Five Nvidia CUDA-Enabled Apps Tested
crazipper writes "Much fuss has been made about Nvidia's CUDA technology and its general-purpose computing potential. Now, in 2009, a steady stream of launches from third-party software developers sees CUDA gaining traction at the mainstream. Tom's Hardware takes five of the most interesting desktop apps with CUDA support and compares the speed-up yielded by a pair of mainstream GPUs versus a CPU-only. Not surprisingly, depending on the workload you throw at your GPU, you'll see results ranging from average to downright impressive."
post.push("First!");
All fine and dandy, but...does it run Linux?
The Hacker's Guide To The Kernel: Don't panic()!

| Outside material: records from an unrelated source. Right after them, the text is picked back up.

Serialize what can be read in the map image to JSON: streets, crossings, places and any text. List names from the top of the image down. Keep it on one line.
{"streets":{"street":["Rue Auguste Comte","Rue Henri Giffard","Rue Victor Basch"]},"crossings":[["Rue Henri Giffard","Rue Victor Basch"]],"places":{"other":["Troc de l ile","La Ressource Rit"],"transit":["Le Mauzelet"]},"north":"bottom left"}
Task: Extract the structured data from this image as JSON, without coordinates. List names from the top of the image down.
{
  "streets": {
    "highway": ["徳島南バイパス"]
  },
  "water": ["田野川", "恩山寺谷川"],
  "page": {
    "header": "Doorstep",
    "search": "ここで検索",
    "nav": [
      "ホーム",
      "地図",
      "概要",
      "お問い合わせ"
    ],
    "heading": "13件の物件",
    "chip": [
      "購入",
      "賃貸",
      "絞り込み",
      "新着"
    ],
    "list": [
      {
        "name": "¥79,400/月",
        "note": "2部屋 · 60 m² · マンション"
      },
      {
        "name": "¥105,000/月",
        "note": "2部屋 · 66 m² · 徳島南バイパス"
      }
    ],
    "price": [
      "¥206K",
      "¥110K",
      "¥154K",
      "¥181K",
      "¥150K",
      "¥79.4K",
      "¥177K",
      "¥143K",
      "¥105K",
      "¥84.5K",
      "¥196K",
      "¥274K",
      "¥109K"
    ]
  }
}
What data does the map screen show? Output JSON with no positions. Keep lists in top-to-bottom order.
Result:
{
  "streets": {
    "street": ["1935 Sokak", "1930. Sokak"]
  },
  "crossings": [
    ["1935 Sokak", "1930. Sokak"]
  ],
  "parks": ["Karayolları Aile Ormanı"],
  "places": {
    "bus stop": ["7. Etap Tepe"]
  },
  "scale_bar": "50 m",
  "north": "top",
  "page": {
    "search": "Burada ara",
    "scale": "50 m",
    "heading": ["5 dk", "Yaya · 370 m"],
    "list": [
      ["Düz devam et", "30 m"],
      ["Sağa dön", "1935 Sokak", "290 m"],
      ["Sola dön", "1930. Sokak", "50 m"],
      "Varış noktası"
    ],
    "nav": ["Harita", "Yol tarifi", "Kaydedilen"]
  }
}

With NVIDIA slowly pushing it's way into the CPU market (CUDA is the first step, in a few years I wouldn't be surprised if Nvidia started developing processors) and Intel trying to cut into NVidia's GPU market share with Larrabee http://en.wikipedia.org/wiki/Larrabee_(GPU), we'll see who can develop outside of their box faster. This is good news for AMD since Intel will be more focused on Nvidia instead of being neck to neck with them in the processor market. Hey, maybe AMD will regain it's power in the server and netbook realms.
There's also going to be a battle of patents pretty soon too. Wish I was a tech lawyer.
"The difference between genius and stupidity is that genius has it's limits" - Albert Einstein
What I don't understand is why people hype a technology that is tied to a specific manufacturer of card. If nvidia died tomorrow, we'd have a fair amount of code thats no longer relevant, unless there was some way to design cards that are CUDA-capable but not nvidia.
Also worth noting that I'd completely forgotten CUDA even ran on windows, as I've only heard it in the context of linux recently.
Fold@home can use CUDA in linux, but you have to compile the CUDA driver first.
Absolute power corrupts absolutely. indymedia
Totally not a biased, money-hatted site. Totally. Trust us.
(Not saying they're biased in this case, but because of the bullshit they've pulled in the past I'll never visit their site again.)
Waste your GPU cycles on something more interesting than SETI...
http://www.gpugrid.net/
http://distributed.net/download/prerelease.php (ok, maybe that's less interesting...)
And why limit this discussion to CUDA? ATI/AMD's STREAM is usable as well...
http://folding.stanford.edu/English/FAQ-ATI
The same way the DoD payed for the Cray supercomputers, gamers are paying for the GPUs. Science dropped by and said thanks.
Can't wait for the APL support. Reorganising my keyboard keys in anticipation.
h.264 encoding didn't improve with more shaders for some of the results(like PowerDirector 7), because of the law of diminishing returns.
I remember reading about x264 when quad-cores were becoming common. It mentioned that if quality is of the utmost importance, you should still encode on a single core. It splits squares of pixels between the cores; where those squares connect there can be very minor artifacts. It smooths these artifacts out with a small amount of extra data and post processing; the end result is a file hardly 1-2% bigger than if encoded on a single core, but encoded roughly 4x faster.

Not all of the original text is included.